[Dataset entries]
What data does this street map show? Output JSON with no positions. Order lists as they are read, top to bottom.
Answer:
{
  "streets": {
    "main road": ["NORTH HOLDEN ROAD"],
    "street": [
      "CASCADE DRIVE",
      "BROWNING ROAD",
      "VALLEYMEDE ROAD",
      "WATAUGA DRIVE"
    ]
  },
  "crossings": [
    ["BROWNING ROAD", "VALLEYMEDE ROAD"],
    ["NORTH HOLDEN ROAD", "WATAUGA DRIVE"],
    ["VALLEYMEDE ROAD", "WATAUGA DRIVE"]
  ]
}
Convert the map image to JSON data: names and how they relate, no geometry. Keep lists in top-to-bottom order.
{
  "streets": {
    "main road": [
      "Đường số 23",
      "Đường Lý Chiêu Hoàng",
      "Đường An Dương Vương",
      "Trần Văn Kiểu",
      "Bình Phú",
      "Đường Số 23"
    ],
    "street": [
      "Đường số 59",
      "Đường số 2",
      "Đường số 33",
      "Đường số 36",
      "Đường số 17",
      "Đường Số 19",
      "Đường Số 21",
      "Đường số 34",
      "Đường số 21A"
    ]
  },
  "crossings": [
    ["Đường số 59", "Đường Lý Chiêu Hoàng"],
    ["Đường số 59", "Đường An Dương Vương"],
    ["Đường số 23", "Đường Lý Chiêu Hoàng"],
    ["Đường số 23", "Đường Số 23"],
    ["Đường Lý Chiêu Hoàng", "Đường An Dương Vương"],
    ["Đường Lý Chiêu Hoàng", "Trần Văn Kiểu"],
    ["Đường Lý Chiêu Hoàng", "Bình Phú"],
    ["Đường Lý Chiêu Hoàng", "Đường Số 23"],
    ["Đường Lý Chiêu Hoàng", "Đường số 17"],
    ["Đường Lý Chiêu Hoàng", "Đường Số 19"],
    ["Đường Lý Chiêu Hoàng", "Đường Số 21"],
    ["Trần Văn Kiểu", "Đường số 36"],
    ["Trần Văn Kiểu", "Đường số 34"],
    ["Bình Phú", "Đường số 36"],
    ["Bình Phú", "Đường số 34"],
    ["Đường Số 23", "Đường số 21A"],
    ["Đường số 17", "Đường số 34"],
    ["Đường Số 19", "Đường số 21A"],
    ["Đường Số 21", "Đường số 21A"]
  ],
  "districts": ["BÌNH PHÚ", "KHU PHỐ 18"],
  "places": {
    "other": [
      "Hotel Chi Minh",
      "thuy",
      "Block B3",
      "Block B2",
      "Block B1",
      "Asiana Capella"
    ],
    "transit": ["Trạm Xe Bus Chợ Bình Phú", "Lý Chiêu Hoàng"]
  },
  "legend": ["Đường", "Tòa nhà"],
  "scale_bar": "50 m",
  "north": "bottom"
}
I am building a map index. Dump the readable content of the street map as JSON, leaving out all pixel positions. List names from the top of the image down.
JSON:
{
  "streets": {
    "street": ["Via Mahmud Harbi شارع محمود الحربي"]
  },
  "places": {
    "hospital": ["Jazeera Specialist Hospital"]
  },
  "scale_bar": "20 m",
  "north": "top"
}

§ **AIM OF THE TASK**: Gather every line from the entries above where the word "WATAUGA" appears, and copy them.

§ **RESULT**:
      "WATAUGA DRIVE"
    ["NORTH HOLDEN ROAD", "WATAUGA DRIVE"],
    ["VALLEYMEDE ROAD", "WATAUGA DRIVE"]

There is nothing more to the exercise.